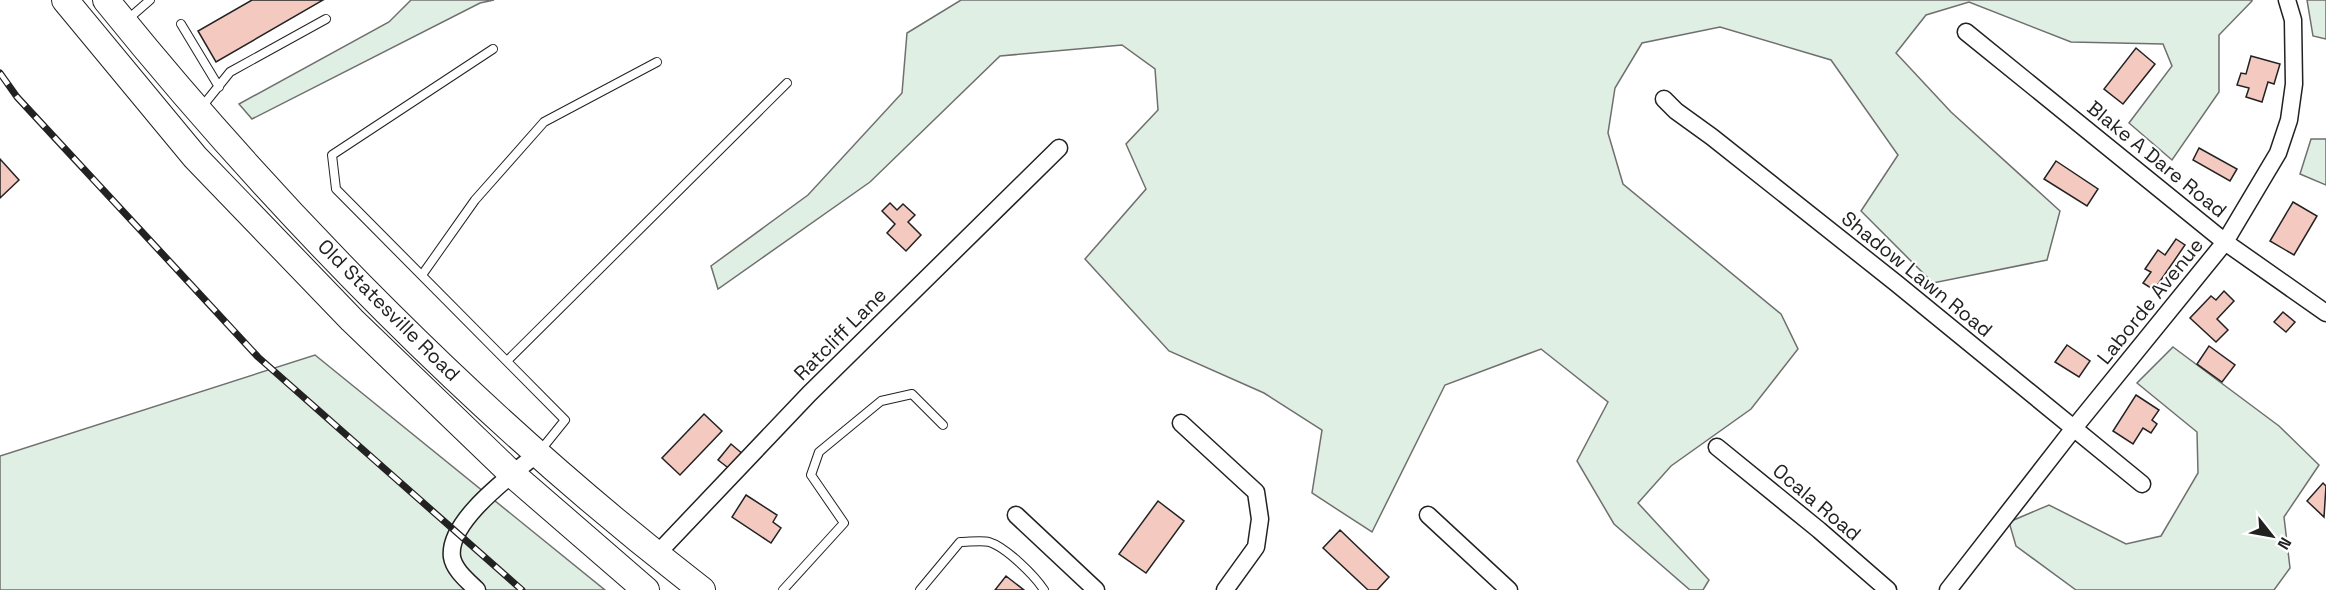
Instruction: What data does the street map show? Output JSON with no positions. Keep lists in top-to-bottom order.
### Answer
{
  "streets": {
    "main road": ["Old Statesville Road"],
    "street": [
      "Blake A Dare Road",
      "Shadow Lawn Road",
      "Laborde Avenue",
      "Ratcliff Lane",
      "Ocala Road"
    ]
  },
  "crossings": [
    ["Blake A Dare Road", "Laborde Avenue"],
    ["Shadow Lawn Road", "Laborde Avenue"],
    ["Old Statesville Road", "Ratcliff Lane"]
  ],
  "north": "bottom right"
}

━━━━

TASK TO COMPLETE →
Print, word for word, every entry shown above; the pictures stay out.

ANSWER TO THIS PROBLEM →
Instruction: What data does the street map show? Output JSON with no positions. Keep lists in top-to-bottom order.
### Answer
{
  "streets": {
    "main road": ["Old Statesville Road"],
    "street": [
      "Blake A Dare Road",
      "Shadow Lawn Road",
      "Laborde Avenue",
      "Ratcliff Lane",
      "Ocala Road"
    ]
  },
  "crossings": [
    ["Blake A Dare Road", "Laborde Avenue"],
    ["Shadow Lawn Road", "Laborde Avenue"],
    ["Old Statesville Road", "Ratcliff Lane"]
  ],
  "north": "bottom right"
}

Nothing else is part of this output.